10.        The last thing to do is to add an entry about each coplet into portal-user-anonymous.xml in portal\profiles\copletinstancedata, e.g:

<coplet-instance-data id="CS-1" name="standard">
    <coplet-data>CS</coplet-data>
</coplet-instance-data>

Now, it is possible to access the web application using any standard browser entering the correct URL (e.g. http://localhost:8080/cocoon/samples/blocks/portal/).

A.2.3      Configuration

Configuration files (Nazou-Commons.properties and CriteriaSearch.properties) need to be changed in order to make CriteriaSearch work correctly. The first file mentioned specifies default properties (usable when using more tools on the same server). The second one specifies special properties for CriteriaSearch. If these two files contain the same key, then the value (corresponding to the key) from the first file will be overridden by the value from the second file. For more information on configuring tools see the documentation of ITG-technology.

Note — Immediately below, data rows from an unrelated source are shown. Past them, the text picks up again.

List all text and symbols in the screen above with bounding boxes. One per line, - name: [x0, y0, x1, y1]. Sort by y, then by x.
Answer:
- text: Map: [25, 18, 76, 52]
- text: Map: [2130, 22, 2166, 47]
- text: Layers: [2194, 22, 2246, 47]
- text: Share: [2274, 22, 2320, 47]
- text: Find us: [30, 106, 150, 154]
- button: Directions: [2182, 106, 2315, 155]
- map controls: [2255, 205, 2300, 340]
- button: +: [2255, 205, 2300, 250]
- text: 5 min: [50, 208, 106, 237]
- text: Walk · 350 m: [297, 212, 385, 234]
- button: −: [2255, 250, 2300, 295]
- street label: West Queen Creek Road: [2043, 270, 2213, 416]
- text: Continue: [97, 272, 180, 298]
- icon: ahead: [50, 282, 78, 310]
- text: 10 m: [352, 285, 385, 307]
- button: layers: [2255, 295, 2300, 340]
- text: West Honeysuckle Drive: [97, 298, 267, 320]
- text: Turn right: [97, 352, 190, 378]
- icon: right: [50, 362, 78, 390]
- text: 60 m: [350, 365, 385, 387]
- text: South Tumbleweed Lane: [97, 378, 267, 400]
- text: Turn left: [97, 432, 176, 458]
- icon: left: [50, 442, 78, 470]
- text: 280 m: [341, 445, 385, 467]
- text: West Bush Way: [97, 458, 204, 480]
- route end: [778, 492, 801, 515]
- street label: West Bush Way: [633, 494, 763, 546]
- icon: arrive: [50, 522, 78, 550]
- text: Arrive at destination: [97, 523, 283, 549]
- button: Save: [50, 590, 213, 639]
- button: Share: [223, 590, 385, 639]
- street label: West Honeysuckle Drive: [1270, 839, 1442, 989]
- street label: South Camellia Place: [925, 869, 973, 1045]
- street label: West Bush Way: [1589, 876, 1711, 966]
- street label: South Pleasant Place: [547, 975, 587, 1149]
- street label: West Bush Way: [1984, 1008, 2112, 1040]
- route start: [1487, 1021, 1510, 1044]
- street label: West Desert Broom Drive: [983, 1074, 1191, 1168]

The language hierarchy can be set by changing the value of the LANGUAGE_HIERARCHY key (value SK;EN means that Slovak labels will be used. If there are no Slovak labels, English labels will be used instead). Nowadays, only English and Slovak are being supported.

The distance-computing method is specified by the key CRITERIASEARCH_TYPE. The value is always a full java name of a class which extends the HierarchyDistance class.

The key named CRITERIA_DESCRIPTION_FILE specifies the name of the file which contains the criteria description for the specific domain.

The criteria description is included in the distribution of the tool – the files named CSCriteriaDescription_noninfer.xml and CSCriteriaDescription_infer.xml define criteria of the job offer domain, one for a repository with RDFS inference, the other one without it.

Another key named OFFER_RDF_TYPE specifies the type of the concrete offer.

The FACTIC_MODE property specifies whether to display the search results using CriteriaSearch or to redirect to the Factic tool and send the results using session parameters.

The SEMANTIC_LOG_IMPLEMENTATION holds the name of the class which implements the ISemanticLog interface as its value. This class is being used to log the user’s preferences concerning the modifiers.

Other properties specified in the tool’s configuration file go from the OntoCM library configuration. These properties include the following property keys: FACTORY_NAME, SESAME_SERVER, SESAME_USER, SESAME_PASSWORD, SESAME_REPOSITORY_ID, SESAME_INFERENCING, NAMESPACES_BASE, NS_SHORTCUT_* and NS_URI_*. For the more detailed information about these properties, read the OntoCM’s documentation.

Indexing component (CriteriaSearchIndexes, see below) needs also a connection to ontology using CorporateMemory library, which has its own separated configuration files. For the library configuration see its documentation.

A.2.4      Integration Guide

The tool CriteriaSearch can either be used as a web application that presents a user with an interface or accessed through the IDisplaySearchResults interface to only access the tool’s functionality.

These two different types of output produced by the CriteriaSearch tool are being discussed in this section.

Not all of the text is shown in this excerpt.